Combustion of a German lignite using chemical-looping with oxygen uncoupling (CLOU)
Konferensbidrag (offentliggjort, men ej förlagsutgivet), 2008
Chemical-looping with oxygen uncoupling (CLOU) is a novel method to burn solid fuels in gas-phase oxygen without the need for an energy intensive air separation unit. The carbon dioxide from the combustion is inherently obtained separated from the rest of the flue gases. The technique is based on chemical-looping combustion but involves a completely different reaction mechanism for the fuel oxidation. The process uses three steps in two reactors, one air reactor where a metal oxide captures oxygen from the combustion air (step 1), and a fuel reactor where the metal oxide releases oxygen (step 2) and where this oxygen reacts with a fuel (step 3).
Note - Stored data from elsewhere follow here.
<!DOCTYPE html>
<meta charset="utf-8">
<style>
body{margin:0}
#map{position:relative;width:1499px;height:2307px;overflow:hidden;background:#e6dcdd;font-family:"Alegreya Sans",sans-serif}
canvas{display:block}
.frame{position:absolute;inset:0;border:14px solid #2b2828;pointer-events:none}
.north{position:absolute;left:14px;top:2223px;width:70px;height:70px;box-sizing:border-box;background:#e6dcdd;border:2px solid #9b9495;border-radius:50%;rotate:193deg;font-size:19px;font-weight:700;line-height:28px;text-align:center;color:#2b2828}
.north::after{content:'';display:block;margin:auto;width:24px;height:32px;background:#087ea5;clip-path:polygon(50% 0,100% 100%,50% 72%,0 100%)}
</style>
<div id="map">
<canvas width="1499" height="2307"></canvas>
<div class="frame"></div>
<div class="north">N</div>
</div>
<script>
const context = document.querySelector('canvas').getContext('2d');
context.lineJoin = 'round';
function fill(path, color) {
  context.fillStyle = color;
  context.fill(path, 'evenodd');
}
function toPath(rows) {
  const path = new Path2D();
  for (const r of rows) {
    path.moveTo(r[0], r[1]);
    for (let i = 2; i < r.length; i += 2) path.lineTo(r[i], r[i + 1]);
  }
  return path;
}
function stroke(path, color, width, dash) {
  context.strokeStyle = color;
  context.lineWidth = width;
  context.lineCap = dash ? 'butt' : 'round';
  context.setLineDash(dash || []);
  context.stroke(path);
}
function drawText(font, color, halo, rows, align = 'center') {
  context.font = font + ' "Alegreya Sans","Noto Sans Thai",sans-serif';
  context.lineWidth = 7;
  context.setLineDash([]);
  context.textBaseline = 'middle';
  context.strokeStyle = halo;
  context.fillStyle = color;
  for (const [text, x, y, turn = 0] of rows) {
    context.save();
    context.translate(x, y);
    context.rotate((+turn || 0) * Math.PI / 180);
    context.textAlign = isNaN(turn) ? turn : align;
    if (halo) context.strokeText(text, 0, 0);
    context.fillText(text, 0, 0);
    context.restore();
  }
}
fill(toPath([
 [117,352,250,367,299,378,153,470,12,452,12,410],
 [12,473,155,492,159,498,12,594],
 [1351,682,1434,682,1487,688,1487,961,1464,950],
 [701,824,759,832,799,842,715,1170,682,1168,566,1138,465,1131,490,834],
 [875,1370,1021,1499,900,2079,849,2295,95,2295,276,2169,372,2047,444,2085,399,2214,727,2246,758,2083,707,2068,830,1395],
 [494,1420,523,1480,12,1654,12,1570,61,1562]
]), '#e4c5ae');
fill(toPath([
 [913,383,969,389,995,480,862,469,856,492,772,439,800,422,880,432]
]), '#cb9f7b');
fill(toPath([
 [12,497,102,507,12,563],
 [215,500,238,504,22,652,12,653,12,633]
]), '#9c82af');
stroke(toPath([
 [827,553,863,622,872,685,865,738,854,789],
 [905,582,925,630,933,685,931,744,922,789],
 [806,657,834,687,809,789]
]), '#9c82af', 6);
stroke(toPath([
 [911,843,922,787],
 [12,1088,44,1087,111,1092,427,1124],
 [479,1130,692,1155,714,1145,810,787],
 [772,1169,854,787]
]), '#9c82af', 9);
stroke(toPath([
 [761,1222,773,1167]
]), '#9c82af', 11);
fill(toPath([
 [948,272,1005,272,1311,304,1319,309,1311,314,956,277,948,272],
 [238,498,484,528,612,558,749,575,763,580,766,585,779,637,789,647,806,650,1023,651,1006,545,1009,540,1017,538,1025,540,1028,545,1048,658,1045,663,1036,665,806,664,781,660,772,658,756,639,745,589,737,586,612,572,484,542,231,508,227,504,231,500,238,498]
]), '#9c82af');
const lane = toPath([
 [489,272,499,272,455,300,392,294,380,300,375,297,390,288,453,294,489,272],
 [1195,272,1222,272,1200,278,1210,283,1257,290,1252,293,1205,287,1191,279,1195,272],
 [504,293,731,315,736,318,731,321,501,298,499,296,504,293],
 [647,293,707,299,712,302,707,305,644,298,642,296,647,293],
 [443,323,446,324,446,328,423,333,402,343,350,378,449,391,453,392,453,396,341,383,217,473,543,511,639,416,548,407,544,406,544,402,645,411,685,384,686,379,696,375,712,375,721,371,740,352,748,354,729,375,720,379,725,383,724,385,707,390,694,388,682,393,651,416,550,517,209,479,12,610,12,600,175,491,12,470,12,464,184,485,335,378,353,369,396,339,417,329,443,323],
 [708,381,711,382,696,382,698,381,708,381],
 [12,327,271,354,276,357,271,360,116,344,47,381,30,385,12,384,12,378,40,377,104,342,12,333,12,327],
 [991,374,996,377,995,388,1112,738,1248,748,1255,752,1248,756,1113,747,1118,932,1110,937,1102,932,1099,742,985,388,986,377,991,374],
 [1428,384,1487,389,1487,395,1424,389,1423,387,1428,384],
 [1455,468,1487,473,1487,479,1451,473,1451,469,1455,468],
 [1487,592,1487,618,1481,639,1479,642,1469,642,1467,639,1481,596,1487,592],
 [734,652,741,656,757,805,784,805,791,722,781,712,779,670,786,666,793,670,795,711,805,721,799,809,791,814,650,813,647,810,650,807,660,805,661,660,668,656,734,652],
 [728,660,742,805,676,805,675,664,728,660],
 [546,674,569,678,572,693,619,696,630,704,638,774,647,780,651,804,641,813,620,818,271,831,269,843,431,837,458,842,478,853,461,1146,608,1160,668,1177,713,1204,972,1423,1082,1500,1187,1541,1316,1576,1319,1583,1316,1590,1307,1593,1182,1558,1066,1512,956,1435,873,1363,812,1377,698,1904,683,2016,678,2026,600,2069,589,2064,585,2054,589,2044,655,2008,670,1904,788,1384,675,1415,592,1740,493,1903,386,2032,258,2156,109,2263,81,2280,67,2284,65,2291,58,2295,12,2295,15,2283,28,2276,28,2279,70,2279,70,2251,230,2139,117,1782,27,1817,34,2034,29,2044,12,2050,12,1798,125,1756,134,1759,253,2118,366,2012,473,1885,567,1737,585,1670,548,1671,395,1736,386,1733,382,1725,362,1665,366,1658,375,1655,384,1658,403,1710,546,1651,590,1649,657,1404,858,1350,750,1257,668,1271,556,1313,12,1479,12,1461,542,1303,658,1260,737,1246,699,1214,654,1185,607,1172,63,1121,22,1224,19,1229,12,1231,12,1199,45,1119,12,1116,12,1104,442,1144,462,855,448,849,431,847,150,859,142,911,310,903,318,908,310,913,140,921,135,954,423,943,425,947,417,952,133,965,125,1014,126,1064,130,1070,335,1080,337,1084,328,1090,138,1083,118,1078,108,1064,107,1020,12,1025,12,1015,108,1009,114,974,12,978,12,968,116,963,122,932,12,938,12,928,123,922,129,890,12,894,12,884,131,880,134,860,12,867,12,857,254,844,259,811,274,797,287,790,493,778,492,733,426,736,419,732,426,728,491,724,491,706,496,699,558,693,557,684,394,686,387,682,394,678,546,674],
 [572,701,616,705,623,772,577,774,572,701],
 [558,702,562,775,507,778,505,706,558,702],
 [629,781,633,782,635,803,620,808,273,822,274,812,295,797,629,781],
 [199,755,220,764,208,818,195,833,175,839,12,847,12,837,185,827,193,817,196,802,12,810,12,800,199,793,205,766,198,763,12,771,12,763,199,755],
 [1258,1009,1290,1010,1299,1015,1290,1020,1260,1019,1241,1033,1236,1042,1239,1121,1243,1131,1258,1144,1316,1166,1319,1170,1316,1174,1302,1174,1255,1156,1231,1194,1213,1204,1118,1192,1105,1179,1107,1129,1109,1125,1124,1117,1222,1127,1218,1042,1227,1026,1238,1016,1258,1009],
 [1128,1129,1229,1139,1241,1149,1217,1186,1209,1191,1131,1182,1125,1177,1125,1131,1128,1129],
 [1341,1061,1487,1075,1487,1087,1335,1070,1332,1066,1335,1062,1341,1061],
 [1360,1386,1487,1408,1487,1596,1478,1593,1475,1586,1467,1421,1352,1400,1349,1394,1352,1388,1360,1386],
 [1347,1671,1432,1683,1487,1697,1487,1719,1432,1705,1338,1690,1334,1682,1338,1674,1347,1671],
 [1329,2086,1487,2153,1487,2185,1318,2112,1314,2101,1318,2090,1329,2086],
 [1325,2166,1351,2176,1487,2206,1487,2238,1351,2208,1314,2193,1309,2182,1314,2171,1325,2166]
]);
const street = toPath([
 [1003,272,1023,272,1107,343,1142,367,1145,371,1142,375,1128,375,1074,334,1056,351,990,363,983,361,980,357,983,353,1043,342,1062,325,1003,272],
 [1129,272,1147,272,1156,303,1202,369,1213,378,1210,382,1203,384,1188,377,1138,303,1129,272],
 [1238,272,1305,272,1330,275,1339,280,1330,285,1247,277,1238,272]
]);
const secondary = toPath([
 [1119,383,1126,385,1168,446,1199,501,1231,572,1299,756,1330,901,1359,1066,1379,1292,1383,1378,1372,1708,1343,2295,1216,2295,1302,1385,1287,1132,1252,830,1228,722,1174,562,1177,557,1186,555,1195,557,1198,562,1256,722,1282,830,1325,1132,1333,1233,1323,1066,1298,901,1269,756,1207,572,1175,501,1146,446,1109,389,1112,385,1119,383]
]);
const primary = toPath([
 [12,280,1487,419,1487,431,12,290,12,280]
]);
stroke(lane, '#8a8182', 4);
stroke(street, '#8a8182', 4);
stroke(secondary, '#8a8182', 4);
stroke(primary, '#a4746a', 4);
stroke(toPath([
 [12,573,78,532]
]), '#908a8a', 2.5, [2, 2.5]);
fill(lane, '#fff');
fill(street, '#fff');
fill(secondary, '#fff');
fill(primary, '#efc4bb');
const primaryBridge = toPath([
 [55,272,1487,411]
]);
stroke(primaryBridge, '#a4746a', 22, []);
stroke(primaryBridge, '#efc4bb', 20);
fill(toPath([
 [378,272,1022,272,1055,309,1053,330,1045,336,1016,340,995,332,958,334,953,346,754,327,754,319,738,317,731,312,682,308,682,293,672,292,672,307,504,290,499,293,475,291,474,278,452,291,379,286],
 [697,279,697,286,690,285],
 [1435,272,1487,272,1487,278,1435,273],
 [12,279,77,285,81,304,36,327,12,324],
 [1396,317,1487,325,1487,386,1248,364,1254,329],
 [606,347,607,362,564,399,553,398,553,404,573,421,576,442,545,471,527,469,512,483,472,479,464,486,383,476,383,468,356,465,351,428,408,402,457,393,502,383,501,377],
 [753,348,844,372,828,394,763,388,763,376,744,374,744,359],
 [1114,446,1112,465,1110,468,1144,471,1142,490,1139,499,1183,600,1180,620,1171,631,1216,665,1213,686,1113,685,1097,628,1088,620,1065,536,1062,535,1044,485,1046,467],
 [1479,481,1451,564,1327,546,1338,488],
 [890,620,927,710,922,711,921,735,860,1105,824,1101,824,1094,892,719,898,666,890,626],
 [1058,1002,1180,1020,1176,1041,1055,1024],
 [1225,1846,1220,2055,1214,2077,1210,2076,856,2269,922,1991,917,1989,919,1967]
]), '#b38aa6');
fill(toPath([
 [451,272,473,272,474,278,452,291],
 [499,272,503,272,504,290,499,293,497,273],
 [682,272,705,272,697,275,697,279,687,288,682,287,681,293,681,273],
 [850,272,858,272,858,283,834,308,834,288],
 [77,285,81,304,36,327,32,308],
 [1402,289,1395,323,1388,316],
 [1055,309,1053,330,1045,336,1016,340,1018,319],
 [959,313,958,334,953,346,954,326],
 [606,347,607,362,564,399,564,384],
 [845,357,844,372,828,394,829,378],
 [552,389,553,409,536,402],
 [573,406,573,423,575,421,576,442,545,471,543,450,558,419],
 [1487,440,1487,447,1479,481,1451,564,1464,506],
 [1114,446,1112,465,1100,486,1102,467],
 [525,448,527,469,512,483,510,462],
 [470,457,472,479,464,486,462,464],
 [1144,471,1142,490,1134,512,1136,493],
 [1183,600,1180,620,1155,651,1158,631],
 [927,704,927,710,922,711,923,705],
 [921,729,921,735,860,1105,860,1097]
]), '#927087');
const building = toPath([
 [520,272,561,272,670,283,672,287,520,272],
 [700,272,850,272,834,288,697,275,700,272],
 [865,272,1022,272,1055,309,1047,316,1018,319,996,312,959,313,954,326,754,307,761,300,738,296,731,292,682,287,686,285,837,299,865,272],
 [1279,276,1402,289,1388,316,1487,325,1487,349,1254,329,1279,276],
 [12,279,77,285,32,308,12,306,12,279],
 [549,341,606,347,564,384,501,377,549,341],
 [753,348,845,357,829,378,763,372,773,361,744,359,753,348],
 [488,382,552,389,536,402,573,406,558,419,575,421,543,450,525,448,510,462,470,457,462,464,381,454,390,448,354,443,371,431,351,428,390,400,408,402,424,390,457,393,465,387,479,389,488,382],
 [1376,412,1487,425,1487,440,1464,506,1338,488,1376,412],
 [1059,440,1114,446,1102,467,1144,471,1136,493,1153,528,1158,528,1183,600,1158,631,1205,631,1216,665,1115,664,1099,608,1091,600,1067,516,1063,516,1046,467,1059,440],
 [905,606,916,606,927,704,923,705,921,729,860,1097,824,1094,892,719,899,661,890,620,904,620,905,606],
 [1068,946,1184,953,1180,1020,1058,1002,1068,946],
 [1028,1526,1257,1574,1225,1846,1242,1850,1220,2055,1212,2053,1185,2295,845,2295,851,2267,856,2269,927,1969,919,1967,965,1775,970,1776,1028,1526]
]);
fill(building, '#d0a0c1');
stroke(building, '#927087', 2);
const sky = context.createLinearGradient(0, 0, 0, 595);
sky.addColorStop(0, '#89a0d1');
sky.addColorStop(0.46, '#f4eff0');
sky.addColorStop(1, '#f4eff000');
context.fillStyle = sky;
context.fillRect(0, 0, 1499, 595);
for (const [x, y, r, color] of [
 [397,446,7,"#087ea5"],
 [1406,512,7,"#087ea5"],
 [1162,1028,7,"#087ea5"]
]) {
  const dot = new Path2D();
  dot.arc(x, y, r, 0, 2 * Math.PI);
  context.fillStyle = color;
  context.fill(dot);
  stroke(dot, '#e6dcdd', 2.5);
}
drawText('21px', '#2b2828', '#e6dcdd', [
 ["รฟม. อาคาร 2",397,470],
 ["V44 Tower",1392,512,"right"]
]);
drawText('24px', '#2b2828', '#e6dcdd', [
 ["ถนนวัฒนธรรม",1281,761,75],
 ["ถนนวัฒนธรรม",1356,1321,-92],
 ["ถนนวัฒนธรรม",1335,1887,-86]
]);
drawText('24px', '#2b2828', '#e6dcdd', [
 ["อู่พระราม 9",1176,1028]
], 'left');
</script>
This means that the char reacts directly with gaseous O2, which is a very fast reaction. In other proposed schemes for using chemical-looping combustion of solid fuels there is a need for an intermediate gasification step of the char with steam or carbon dioxide to form reactive gaseous compounds which then react with the oxygen carrier particles. The gasification reactions are inherently slow, resulting in slow overall rates of reaction. This is solved in the proposed process, since there is no intermediate gasification step needed and the char reacts directly with gas-phase oxygen. Of course this demands another type of oxygen carrier than those normally used in chemical-looping combustion, and a thermal analysis has identified CuO/Cu2O, Mn2O3/Mn3O4 and Co3O4/CoO as potential systems. Thermodynamic calculations indicate that metal sulphates should not be formed in the fuel reactor during normal operation, although they could be formed locally for Co and Mn-based oxygen carriers at lower temperatures. This work presents results from an investigation of the reaction between a Cu-based oxygen carrier with a German lignite in a batch fluidized bed reactor. A ratio of oxygen carriers to fuel of 6 kg/MJ was employed during the combustion and between 30-45 seconds was needed for 95% conversion of the coal in the temperature interval 850-985C. The oxidation was possible at all temperatures, and a substantial part of the oxidation occurred near the equilibrium O2 concentration. No signs of agglomerations of the oxygen carrier particles were found.